>>>>

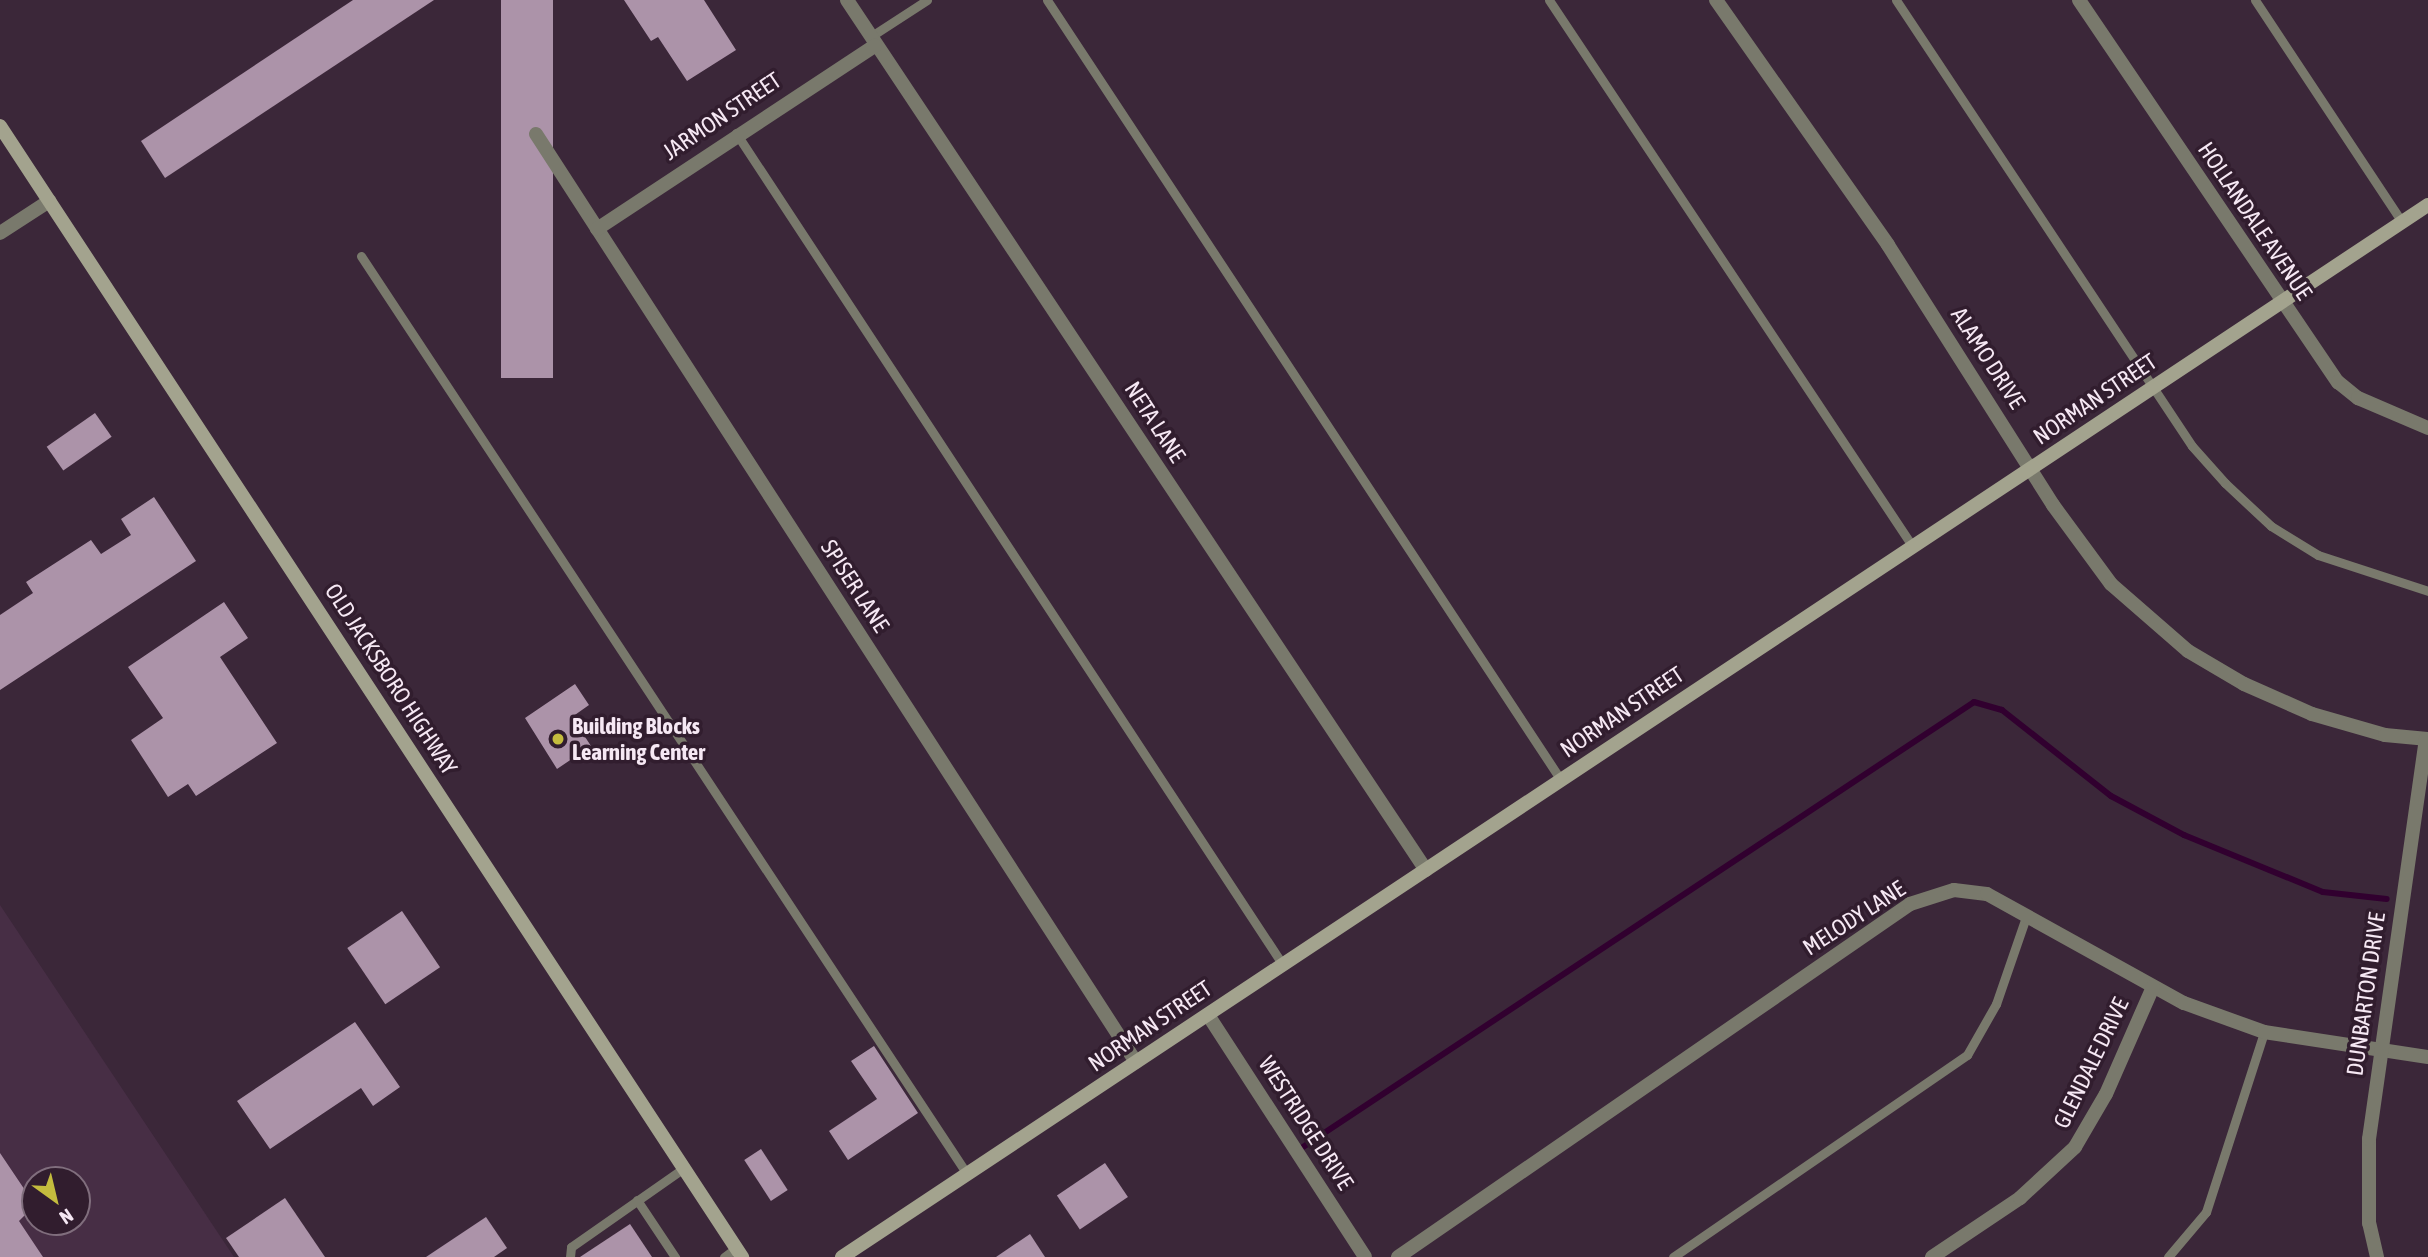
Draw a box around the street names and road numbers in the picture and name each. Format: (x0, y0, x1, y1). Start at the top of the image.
street label: JARMON STREET (658, 66, 786, 166)
street label: HOLLANDALE AVENUE (2192, 137, 2318, 305)
street label: ALAMO DRIVE (1945, 302, 2031, 414)
street label: NORMAN STREET (2028, 348, 2162, 450)
street label: NETA LANE (1119, 377, 1191, 467)
street label: SPISER LANE (815, 535, 895, 637)
street label: OLD JACKSBORO HIGHWAY (319, 578, 463, 780)
street label: NORMAN STREET (1555, 661, 1689, 763)
street label: MELODY LANE (1798, 875, 1910, 961)
street label: DUNBARTON DRIVE (2341, 910, 2391, 1078)
street label: NORMAN STREET (1083, 975, 1217, 1077)
street label: GLENDALE DRIVE (2048, 993, 2134, 1133)
street label: WESTRIDGE DRIVE (1253, 1051, 1359, 1195)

<<<<

▸ **What you have to do**: Copy the material above in full and exactly, skipping pictures.

▸ **Answer box**:
Draw a box around the street names and road numbers in the picture and name each. Format: (x0, y0, x1, y1). Start at the top of the image.
street label: JARMON STREET (658, 66, 786, 166)
street label: HOLLANDALE AVENUE (2192, 137, 2318, 305)
street label: ALAMO DRIVE (1945, 302, 2031, 414)
street label: NORMAN STREET (2028, 348, 2162, 450)
street label: NETA LANE (1119, 377, 1191, 467)
street label: SPISER LANE (815, 535, 895, 637)
street label: OLD JACKSBORO HIGHWAY (319, 578, 463, 780)
street label: NORMAN STREET (1555, 661, 1689, 763)
street label: MELODY LANE (1798, 875, 1910, 961)
street label: DUNBARTON DRIVE (2341, 910, 2391, 1078)
street label: NORMAN STREET (1083, 975, 1217, 1077)
street label: GLENDALE DRIVE (2048, 993, 2134, 1133)
street label: WESTRIDGE DRIVE (1253, 1051, 1359, 1195)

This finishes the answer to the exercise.